Experts Say Technology Consumers Play Central Role in Internet Governance

(Photo by Alex Howard @digiphile)

This morning, thought leaders in the technology policy space gathered at the Brookings Institution for several panels related to the topic of Internet Policymaking.  As new Internet policy issues arise, most of which were not considered when our current communications laws were created, we face a challenge of meeting governance demands.   Who is best suited to meet those demands?  Panelists seemed to agree that consumers play a central role.

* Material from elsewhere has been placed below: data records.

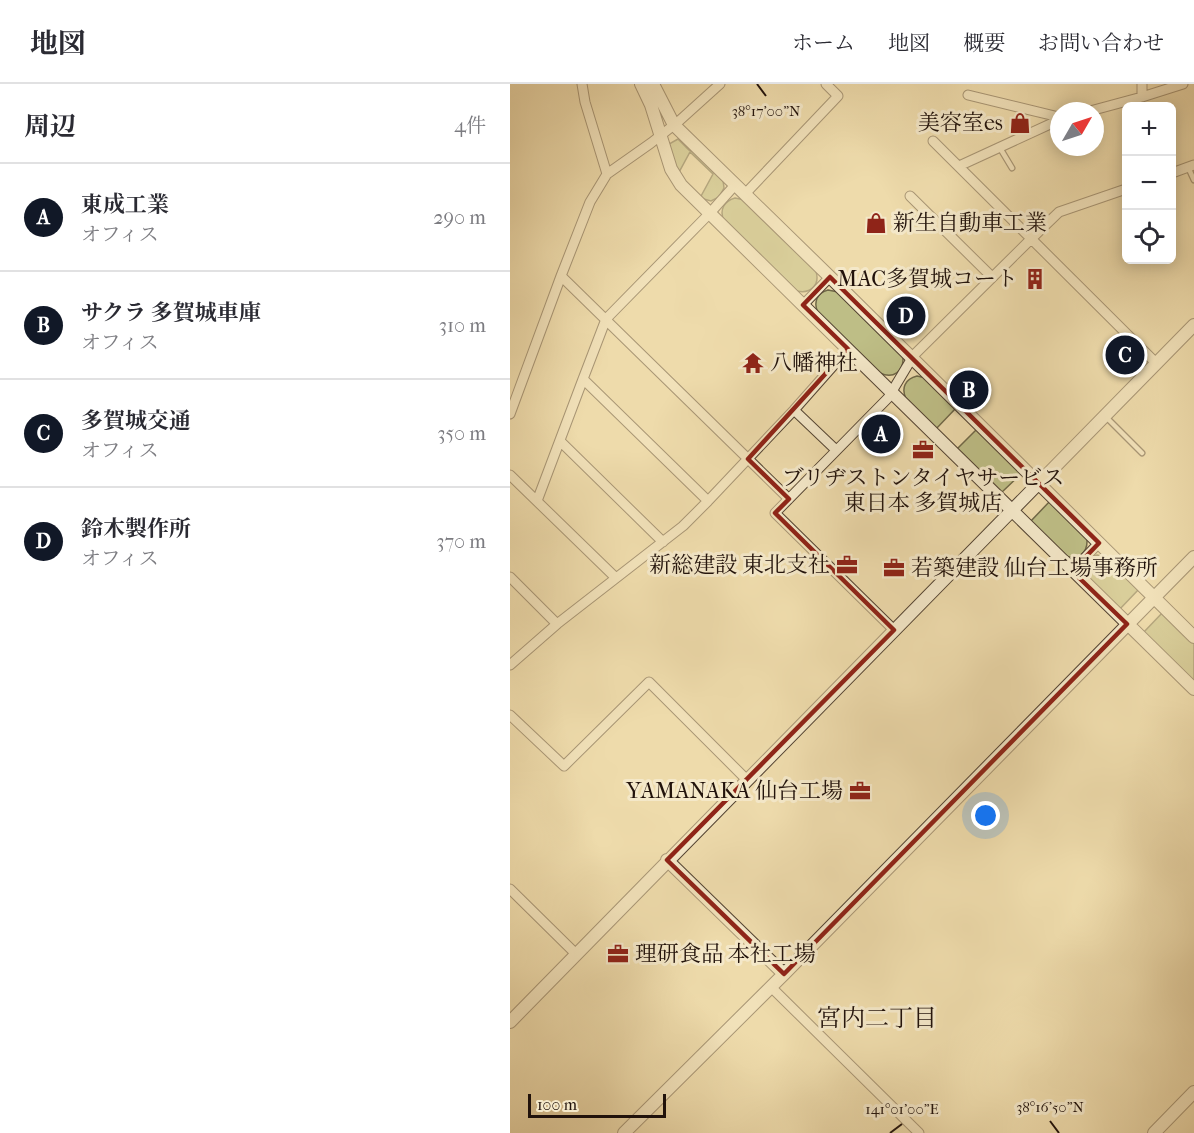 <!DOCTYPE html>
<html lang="ja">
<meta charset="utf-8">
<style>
:root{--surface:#fff;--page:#f2f2f3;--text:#2b2b33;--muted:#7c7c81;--line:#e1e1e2;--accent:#111827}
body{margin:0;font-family:"IM FELL French Canon","Noto Serif JP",serif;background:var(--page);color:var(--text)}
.controls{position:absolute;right:18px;top:18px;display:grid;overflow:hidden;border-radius:9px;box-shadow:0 3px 15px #0003}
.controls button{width:54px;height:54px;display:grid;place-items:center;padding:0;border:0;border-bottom:2px solid var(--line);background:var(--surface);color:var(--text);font:30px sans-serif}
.compass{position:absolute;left:540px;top:18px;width:54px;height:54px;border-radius:50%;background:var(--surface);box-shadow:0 3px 15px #0003;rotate:51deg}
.scale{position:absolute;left:18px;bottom:15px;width:138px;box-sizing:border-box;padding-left:6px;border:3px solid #21120b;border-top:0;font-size:16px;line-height:21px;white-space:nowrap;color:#21120b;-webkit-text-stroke:4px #f4e8c9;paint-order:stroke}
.you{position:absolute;left:476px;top:732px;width:21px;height:21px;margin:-15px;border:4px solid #fff;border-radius:50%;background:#1a73e8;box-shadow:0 0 0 9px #1a73e833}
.badge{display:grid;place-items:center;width:39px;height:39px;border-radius:50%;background:var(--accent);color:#fff;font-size:20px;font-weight:700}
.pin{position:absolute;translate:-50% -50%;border:3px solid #fff;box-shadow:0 2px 6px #0006}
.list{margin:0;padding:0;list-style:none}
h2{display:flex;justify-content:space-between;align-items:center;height:78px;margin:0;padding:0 24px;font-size:26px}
h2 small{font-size:20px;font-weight:400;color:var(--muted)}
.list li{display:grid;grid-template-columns:39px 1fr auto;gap:18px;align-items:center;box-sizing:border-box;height:108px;padding:0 24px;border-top:2px solid var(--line)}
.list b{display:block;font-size:22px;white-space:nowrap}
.list p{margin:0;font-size:20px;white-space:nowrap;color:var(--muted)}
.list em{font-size:20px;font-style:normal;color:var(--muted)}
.icon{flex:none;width:33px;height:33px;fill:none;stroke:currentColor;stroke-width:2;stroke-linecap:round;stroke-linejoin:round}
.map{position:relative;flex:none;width:684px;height:1049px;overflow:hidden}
header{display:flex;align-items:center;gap:36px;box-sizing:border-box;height:84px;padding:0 30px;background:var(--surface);border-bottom:2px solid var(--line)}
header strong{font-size:28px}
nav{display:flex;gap:33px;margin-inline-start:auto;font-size:21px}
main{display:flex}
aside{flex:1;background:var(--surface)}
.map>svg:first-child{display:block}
</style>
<header>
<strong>地図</strong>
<nav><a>ホーム</a><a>地図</a><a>概要</a><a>お問い合わせ</a></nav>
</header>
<main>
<aside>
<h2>周辺<small>4件</small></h2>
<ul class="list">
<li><span class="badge">A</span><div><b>東成工業</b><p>オフィス</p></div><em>290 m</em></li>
<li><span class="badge">B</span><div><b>サクラ 多賀城車庫</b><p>オフィス</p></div><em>310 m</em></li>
<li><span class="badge">C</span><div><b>多賀城交通</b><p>オフィス</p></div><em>350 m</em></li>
<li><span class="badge">D</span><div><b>鈴木製作所</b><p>オフィス</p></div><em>370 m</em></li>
</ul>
</aside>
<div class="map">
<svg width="684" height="1049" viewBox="0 0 684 1049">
<rect width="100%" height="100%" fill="#eedbac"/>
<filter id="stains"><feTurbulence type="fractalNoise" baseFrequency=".00333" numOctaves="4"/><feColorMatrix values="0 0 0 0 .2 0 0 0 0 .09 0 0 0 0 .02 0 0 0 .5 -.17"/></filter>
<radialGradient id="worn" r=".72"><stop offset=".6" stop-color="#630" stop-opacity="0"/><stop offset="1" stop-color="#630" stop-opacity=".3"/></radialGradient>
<path fill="#bebe86" stroke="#706848" stroke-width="1.5" d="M 168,55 L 179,66 L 186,68 L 213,96 L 214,104 L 209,113 L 201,117 L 190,114 L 203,90 L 180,68 L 168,90 L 159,60 Z
M 225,114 L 235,116 L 306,187 C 310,201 301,210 287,207 L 214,137 C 209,126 214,117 225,114 Z
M 318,206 L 328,208 L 393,273 C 394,288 383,295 370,289 L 308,229 C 303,218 307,209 318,206 Z
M 407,292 L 416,294 L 446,324 L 426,345 L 396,315 C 391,304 395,295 407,292 Z
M 467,345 L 512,389 L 491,409 L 447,365 Z
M 540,417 L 577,455 C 578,470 567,477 554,471 L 520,438 Z
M 587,471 L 596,473 L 629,505 L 609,526 L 576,494 C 572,483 576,474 587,471 Z
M 653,528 L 684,558 L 684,599 L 633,549 Z"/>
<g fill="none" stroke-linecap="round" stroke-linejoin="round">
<defs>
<path id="service" d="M 490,64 L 502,84
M 678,83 L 684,96
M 595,332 L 632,369"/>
<path id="minor" d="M 72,0 L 75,18 L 97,90
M 458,11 L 549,33
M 632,13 L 632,0
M 580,27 L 632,13 L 673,0
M 423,57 L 646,279
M 449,82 L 549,36
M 662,89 L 684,81
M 225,101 L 200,129 L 96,235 L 73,295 L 198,417 L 284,326 L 338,265
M 235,110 L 328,12 L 316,0
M 400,112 L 482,193
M 51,192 L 279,415
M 293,221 L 320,193
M 284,326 L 326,366
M 0,330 L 51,192 L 80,118 L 97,90 L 141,59 L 169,37 L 210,0
M 50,357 L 153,458
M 0,391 L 106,494
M 27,417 L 73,295
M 562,487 L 589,459
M 0,493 L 47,540 L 0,581
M 47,540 L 173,442 L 198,417
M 384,546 L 265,429 L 378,314 L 402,274 L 406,269 L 521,155 L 549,128 L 616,105
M 0,631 L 54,682 L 139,598 L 237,696
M 0,805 L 66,870
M 261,903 L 409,1049"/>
<path id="tertiary" d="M 131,0 L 141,21 L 161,85 L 171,101 C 342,269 512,438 684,605
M 143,0 L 164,41 L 320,193 L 684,553
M 157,776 L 274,890
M 0,938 L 684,241
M 114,1049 L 274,890 L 684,473
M 644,1049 L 684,1008"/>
</defs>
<use href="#service" stroke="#544433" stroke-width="7"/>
<use href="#minor" stroke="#544433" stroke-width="11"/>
<use href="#tertiary" stroke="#544433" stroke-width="14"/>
<use href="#service" stroke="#f4e8c9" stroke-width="4.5"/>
<use href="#minor" stroke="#f4e8c9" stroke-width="9"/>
<use href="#tertiary" stroke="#f4e8c9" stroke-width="12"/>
</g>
<path d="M0 0H684V1049H0ZM 320,193 L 589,459 L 562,487 L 617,540 L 274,890 L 157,776 L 384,546 L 265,429 L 279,415 L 238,375 L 338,265 L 293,221 Z" fill="#eedbac" fill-opacity=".55" fill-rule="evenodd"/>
<path fill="none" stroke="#8f2418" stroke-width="4.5" stroke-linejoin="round" d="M 320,193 L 589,459 L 562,487 L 617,540 L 274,890 L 157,776 L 384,546 L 265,429 L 279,415 L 238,375 L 338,265 L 293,221 Z"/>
<path fill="none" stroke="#21120b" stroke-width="2" d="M 247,0 L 256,12M 540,1037 L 549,1049M 380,1049 L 392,1040"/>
<defs>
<symbol id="shop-bare" viewBox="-9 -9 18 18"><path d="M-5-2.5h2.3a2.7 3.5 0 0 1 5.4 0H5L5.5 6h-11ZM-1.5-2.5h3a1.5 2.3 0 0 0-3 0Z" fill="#8f2418" stroke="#f4e8c9" stroke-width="2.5" paint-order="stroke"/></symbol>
<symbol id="building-bare" viewBox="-9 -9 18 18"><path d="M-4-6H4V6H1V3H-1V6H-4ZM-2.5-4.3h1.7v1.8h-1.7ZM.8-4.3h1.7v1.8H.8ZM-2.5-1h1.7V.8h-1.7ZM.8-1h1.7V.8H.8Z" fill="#8f2418" stroke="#f4e8c9" stroke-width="2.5" paint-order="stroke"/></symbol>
<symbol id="temple-bare" viewBox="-9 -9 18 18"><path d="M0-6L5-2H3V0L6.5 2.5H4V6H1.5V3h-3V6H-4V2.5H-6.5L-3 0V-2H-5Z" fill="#8f2418" stroke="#f4e8c9" stroke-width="2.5" paint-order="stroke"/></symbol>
<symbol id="office-bare" viewBox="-9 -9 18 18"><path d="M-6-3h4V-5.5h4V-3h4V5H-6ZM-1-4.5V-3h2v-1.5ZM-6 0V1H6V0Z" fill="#8f2418" stroke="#f4e8c9" stroke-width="2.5" paint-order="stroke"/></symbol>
</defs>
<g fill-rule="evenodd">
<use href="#shop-bare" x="495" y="24" width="30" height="30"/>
<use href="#shop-bare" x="351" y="124" width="30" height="30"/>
<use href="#building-bare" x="510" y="180" width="30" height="30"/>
<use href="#temple-bare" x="228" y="264" width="30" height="30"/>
<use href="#office-bare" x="398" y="351" width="30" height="30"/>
<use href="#office-bare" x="322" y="466" width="30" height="30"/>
<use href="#office-bare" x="369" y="469" width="30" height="30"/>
<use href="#office-bare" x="335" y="692" width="30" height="30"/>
<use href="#office-bare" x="93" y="855" width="30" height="30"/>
</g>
<g text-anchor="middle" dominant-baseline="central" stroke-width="6" stroke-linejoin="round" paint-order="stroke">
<g font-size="22" fill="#21120b" stroke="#f4e8c9" text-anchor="end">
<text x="493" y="39">美容室es</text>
<text x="383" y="139" text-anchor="start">新生自動車工業</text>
<text x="508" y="195">MAC多賀城コート</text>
<text x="260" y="279" text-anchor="start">八幡神社</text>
<text x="413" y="394" text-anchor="middle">ブリヂストンタイヤサービス<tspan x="413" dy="25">東日本 多賀城店</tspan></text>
<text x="320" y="481">新総建設 東北支社</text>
<text x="401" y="484" text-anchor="start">若築建設 仙台工場事務所</text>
<text x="333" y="707">YAMANAKA 仙台工場</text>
<text x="125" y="870" text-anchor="start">理研食品 本社工場</text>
</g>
<g font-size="24" fill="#21120b" stroke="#f4e8c9">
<text x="367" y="934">宮内二丁目</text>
</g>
</g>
<g font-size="15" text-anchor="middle" fill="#21120b" stroke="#f4e8c9" stroke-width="6" stroke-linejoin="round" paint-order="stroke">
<text x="256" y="32">38°17'00"N</text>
<text x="540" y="1028">38°16'50"N</text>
<text x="392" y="1030">141°01'00"E</text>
</g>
<rect width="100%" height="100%" filter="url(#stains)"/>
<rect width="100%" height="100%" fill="url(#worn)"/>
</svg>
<div class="controls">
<button>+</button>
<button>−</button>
<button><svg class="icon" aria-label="locate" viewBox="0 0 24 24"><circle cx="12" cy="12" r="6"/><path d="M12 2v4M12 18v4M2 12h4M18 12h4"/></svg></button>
</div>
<svg class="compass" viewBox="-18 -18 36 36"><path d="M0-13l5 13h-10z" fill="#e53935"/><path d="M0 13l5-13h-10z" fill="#7c7c81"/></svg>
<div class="scale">100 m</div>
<div class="you"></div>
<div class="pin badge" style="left:371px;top:350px">A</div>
<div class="pin badge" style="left:459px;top:306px">B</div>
<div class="pin badge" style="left:615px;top:271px">C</div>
<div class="pin badge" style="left:396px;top:232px">D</div>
</div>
</main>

Participants in the conversation “Users As Regulators: The Role of Transparency and Crowd Sourcing As A Form of Oversight” included:

  • Moderator: Phil Weiser, Senior Advisor to the Director for Technology and Innovation, National Economic Council, The White House
  • Mark Cooper, Research Director, Consumer Federation of America
  • Cynthia Estlund, Catherine A. Rein Professor of Law, New York University School of Law
  • Kathy Brown, Senior Vice President, Public Policy Development and Corporate Responsibility, Verizon

Consumer advocate Mark Cooper believes that crowdsourcing for policing can work if the information is accurate and actionable.  Acknowledging the complexity of the issues, he suggested that the era of writing detailed rules is over, which Kathy Brown of Verizon quickly agreed.  Similarly, Brown advocated that old style regulation won’t work in today’s Internet ecosystem and for self-regulation through transparency to reach a greater democracy.  “We agree that the consumer is central.  The question is, what role?”  Academic voice Estlund took the concept even further, noting that transparency is key not just for Internet customers, but for all citizens.